We are interested in establishing an application that uses the async memory copy and concurrent kernel operations to overlap device transfer and kernel program execution. We want the application to be configured with a data block size. This is the amount of data that will be pushed to the GPU for processing and returned. The operation on the data initially can be very simple, such as add one to every number. The data blocks can be randomly generated.

Here is the results we want:

  1. report of throughput (MB/sec) for many data block sizes in the range of 100KB to 256MB. Because of the large range of sizes, a logarithmic distribution of values will be best. If you increase the size of the block by 1.5 times each time, you'll have 15 samples from 100Kb up to about 230MB. You'll need to repeat the measurement at least a few times (5, maybe more if it is really fast) in order to give some statistical significance to the results. For this, and for other such measurements, put the data into a simple ASCII tabular format. We'll be wanting to read it with our standard data analysis program (R), and reading tabular data is easy. No fancy formatting is necessary; it would probably only make the data harder to read into R.
  2. the report in (1) for 1 though n concurrent streams. You will need to determine the max number of concurrent streams. It is probably something like 16.
  3. show that the memory copies to and from the device and kernel executions are actually overlapping.

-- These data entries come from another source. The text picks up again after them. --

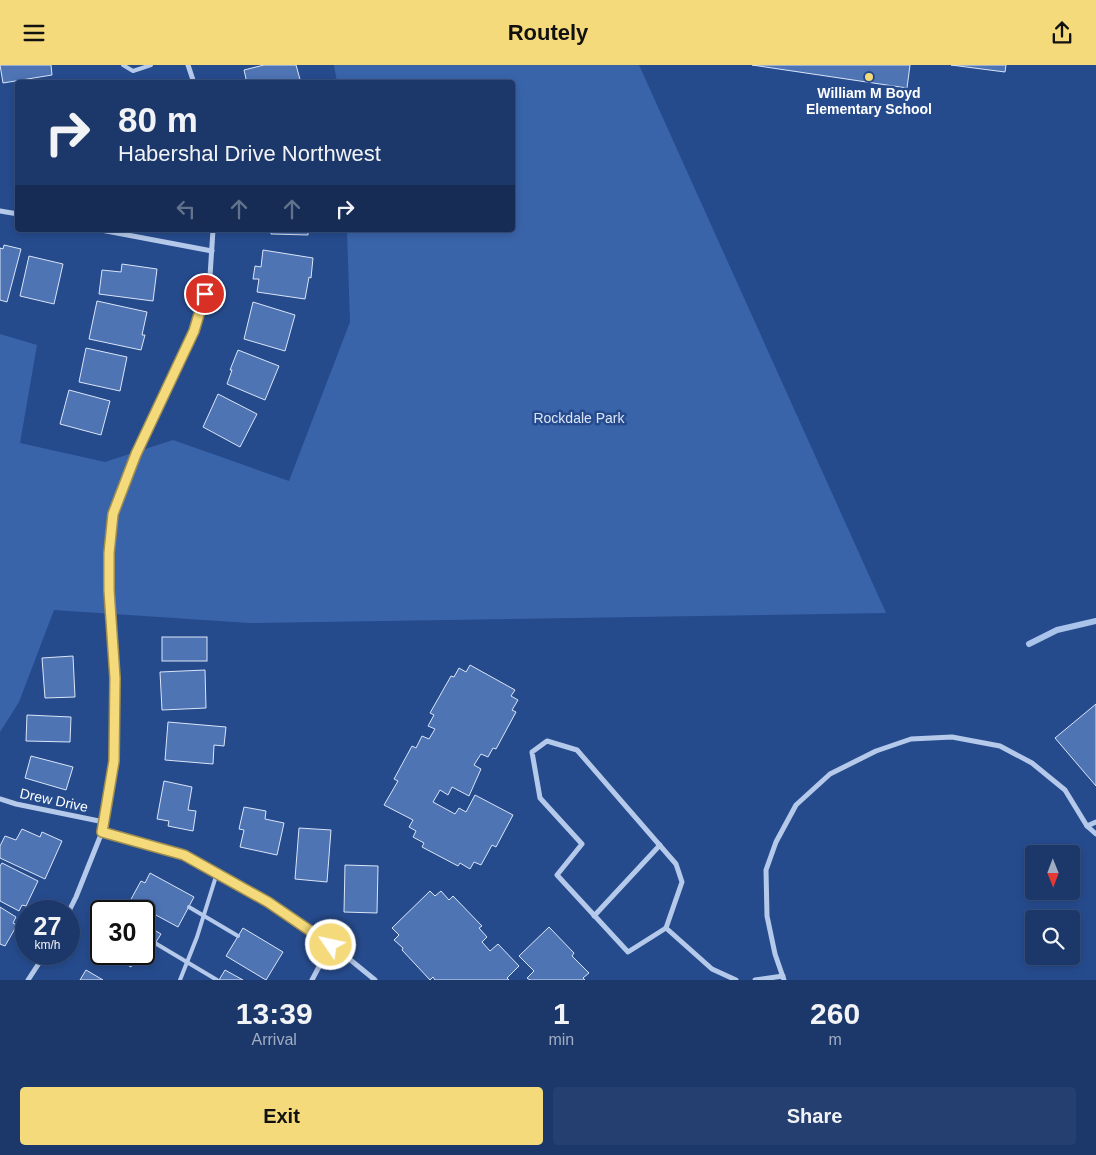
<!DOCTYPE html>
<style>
:root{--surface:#1c386a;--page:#253f70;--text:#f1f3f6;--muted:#a0acc1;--line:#3a527e;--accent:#f4da7a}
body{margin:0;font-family:Arial,sans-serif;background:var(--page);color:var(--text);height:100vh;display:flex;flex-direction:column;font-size:19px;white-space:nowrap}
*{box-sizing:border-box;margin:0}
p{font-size:16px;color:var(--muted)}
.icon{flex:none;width:28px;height:28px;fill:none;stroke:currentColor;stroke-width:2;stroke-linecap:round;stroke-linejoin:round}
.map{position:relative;height:915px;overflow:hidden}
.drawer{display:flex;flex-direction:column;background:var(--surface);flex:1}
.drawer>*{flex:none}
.banner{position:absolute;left:15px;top:15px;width:500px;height:152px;border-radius:5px;box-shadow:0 2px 8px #0003,0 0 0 1px var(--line);background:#1c386a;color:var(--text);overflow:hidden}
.needle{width:32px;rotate:179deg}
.controls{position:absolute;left:1025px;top:780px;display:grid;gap:10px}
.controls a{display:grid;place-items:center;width:55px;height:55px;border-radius:5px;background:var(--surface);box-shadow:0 2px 8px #0003,0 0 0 1px var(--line);font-size:25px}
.speed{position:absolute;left:15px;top:835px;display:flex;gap:10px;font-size:25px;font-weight:700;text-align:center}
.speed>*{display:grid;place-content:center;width:65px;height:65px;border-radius:50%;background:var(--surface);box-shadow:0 2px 8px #0003,0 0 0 1px var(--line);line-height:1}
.speed small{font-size:12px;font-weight:400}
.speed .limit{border:2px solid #111;border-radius:8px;background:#fff;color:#111}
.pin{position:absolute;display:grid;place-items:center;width:42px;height:42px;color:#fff;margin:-21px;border:2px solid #fff;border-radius:50%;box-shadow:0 1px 5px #0007}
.me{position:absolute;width:55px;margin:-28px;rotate:304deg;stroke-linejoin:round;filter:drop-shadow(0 0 4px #0008)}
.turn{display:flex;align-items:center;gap:18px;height:105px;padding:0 20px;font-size:22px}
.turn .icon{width:65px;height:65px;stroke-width:2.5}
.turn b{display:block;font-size:35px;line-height:42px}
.lanes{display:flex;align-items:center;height:48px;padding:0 20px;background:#0003;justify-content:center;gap:25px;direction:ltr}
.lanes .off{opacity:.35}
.eta{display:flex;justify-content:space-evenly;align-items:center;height:85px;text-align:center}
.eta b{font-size:30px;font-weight:600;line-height:35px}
.cta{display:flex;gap:10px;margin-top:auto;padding:10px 20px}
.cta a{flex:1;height:58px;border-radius:5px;background:var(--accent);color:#111;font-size:20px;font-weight:600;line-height:58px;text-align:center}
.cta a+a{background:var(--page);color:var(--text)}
header{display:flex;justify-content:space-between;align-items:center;height:65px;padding:0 20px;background:var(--accent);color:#111;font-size:22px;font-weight:600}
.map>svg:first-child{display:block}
.green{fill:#3a64aa}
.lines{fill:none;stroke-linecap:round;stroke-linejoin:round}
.stream{stroke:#aac3eb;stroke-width:6}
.building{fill:#4e74b4;stroke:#dae5f8}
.service{stroke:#b5caeb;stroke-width:4}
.minor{stroke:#b5caeb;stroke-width:5}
.route-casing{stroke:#9f8e4f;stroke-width:12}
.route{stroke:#f4da7a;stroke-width:9}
.poi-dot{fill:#f4da7a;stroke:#264b8d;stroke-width:2}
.labels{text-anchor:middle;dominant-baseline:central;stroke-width:5;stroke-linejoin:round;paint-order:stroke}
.poi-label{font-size:14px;font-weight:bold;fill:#fff;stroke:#264b8d}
.park-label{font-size:14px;fill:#dae5f8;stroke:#264b8d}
.street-label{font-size:14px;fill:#fff;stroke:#264b8d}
</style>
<header><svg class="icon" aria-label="menu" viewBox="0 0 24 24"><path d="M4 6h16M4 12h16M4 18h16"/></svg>Routely<svg class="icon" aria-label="share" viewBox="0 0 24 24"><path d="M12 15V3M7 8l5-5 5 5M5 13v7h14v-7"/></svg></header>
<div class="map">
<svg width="1096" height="915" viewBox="0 0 1096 915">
<rect width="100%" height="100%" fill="#264b8d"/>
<polygon class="green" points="334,0 639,0 886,548 249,558 54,545 19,637 0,667 0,269 37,280 20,378 105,397 173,375 289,416 350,257 347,165 512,165 512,18 337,17"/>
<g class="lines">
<polyline class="stream" points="1029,579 1057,565 1096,556"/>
</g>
<g class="building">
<polygon points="0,0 51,0 52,10 3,18"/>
<polygon points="264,0 296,0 301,18 247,18 244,5"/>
<polygon points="752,0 910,0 907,23"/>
<polygon points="951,0 1006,0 1005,7"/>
<polygon points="271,165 308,165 308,170 271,169"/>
<polygon points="4,180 21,184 7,237 0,235 0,183 3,184"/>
<polygon points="263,185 313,193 311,213 309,212 305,234 257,227 259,214 253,214 255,201 261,202"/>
<polygon points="29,191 63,199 54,239 20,231"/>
<polygon points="122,199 157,204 153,236 99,229 102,205 121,207"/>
<polygon points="97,236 147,247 142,270 145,270 141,285 89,274"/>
<polygon points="253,237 295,250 285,286 244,274"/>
<polygon points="86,283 127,292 120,326 79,317"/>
<polygon points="238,285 279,301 265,335 227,319 232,305 230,305"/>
<polygon points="69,325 110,336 101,370 60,359"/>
<polygon points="218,329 257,349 240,382 203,362"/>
<rect x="162" y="572" width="45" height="24"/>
<polygon points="73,591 75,632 45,633 42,593"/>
<polygon points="470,600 515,625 511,631 518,635 512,645 516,647 496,684 493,683 488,692 481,689 474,700 481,704 469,731 452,722 448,730 440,725 433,737 455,749 459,743 466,747 475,730 513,750 496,782 492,780 481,800 474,797 470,804 460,798 458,801 422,782 424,778 413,772 416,766 409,762 413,755 384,740 398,716 394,714 412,681 416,683 422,671 429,674 435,664 428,661 434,650 430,648 451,611 454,612 459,603 466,607"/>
<polygon points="205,605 206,643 162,645 160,607"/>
<polygon points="1096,639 1096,721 1055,673"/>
<polygon points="27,650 71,652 70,677 26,676"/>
<polygon points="168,657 226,662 224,681 214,680 213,699 165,695"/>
<polygon points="31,691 73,702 66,725 25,713"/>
<polygon points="164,716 192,722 188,745 196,746 193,766 168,761 169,756 157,754"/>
<polygon points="244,742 266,746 265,754 284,758 277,790 240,782 244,765 239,764"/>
<polygon points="299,763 331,765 327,817 295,814"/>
<polygon points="22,764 40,772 42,767 62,776 45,814 0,793 0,781 5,771 16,775"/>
<polygon points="2,798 38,816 26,841 22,840 19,846 0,836 0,801"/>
<polygon points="345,800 378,801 377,848 344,847"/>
<polygon points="150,808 194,832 178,862 130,836 141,816 145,818"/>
<polygon points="430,826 435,831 441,826 449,835 453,831 482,861 479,863 487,872 482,877 490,886 498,879 519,901 507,913 509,915 435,915 433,912 430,915 402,885 403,883 394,875 399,870 392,863"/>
<polygon points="0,842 16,852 13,858 17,860 5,881 0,879"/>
<polygon points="144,859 161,869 151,885 144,881"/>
<polygon points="549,862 574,888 572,891 589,908 583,913 585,915 530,915 527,913 534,906 519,891"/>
<polygon points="243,863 283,887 266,915 226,891"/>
<polygon points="108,889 138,889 131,902"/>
<polygon points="86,905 103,915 80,915"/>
<polygon points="225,905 243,915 219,915"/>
</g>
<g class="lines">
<g class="service">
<polyline points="123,0 133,6 151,0"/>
<polyline points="189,842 238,871"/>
<polyline points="155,878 217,915"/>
<polyline points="180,915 197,872 217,808"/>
</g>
<g class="minor">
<polyline points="188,0 194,18"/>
<polyline points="0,146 18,149"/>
<polyline points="101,165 212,186"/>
<polygon points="547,676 577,685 676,799 682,817 666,863 628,887 557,810 582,779 540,733 532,687"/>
<polyline points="0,734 16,739 104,757"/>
<polyline points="1087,761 1096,757"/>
<polyline points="102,767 184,790 268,837 331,879 375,915"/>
<polyline points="69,846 76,832 102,767 114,696 115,613 109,525 109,488 113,449 136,389 195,266 210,211 213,165"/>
<polyline points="594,851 660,780"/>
<polyline points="666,863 712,904 736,915"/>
<polyline points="28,915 45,889"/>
<polyline points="312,915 331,879"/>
<polyline points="755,915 783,911"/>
<polyline points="784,915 775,889 767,851 766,805 776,777 796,740 830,709 876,686 911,674 952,672 1000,681 1032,698 1065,725 1087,761 1096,769"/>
</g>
</g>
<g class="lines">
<g class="route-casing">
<polyline id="route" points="205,229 194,266 136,389 113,449 109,488 109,525 115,613 114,696 102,767 184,790 268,837 331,880"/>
</g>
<use href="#route" class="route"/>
</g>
<circle class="poi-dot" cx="869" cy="12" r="5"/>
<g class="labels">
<g class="poi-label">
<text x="869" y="28">William M Boyd<tspan x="869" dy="16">Elementary School</tspan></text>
</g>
<g class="park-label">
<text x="579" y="353">Rockdale Park</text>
</g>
<g class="street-label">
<text transform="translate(54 735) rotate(12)">Drew Drive</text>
</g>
</g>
</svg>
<div class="controls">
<a><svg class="needle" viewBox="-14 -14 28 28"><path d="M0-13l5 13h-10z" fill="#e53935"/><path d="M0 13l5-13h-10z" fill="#a0acc1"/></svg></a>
<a><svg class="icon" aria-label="search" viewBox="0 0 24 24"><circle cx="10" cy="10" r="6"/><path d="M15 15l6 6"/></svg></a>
</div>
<div class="speed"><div>27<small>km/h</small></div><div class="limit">30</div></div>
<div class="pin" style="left:205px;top:229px;background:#d93025"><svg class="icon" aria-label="arrive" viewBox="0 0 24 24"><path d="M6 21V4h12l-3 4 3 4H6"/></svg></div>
<svg class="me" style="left:331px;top:880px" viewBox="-20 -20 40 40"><circle r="17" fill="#f4da7a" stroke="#fff" stroke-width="3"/><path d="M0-11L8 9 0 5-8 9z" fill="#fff"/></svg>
<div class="banner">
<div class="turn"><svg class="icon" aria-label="right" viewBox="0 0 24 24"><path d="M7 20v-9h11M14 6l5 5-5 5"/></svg><div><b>80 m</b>Habershal Drive Northwest</div></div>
<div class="lanes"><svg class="icon off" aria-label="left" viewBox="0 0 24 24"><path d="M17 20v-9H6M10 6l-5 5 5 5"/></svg><svg class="icon off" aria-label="ahead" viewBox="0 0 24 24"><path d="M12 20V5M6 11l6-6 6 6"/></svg><svg class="icon off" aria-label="ahead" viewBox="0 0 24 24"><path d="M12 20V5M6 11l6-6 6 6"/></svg><svg class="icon" aria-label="right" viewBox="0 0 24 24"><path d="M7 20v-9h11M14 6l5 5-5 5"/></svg></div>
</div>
</div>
<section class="drawer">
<div class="eta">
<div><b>13:39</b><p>Arrival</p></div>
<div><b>1</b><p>min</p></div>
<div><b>260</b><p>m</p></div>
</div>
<div class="cta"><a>Exit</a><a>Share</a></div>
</section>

Why is interesting and useful? Well there are two scenarios we have in mind

  1. Darkside50 events are 6MB, made up of five 1.2MB fragment. It will be interesting to know if pipelining the transfers and processing will be at all useful, or at what size data chunks it will be useful.
  2. Our plans for processing framework are to have multiple processing channels or streams so many events can be active at once in a system. It may be possible to use multiple CUDA streams to accommodate multiple events at the same time.
  3. We want a benchmark program for transfers to see what are max processing rate is.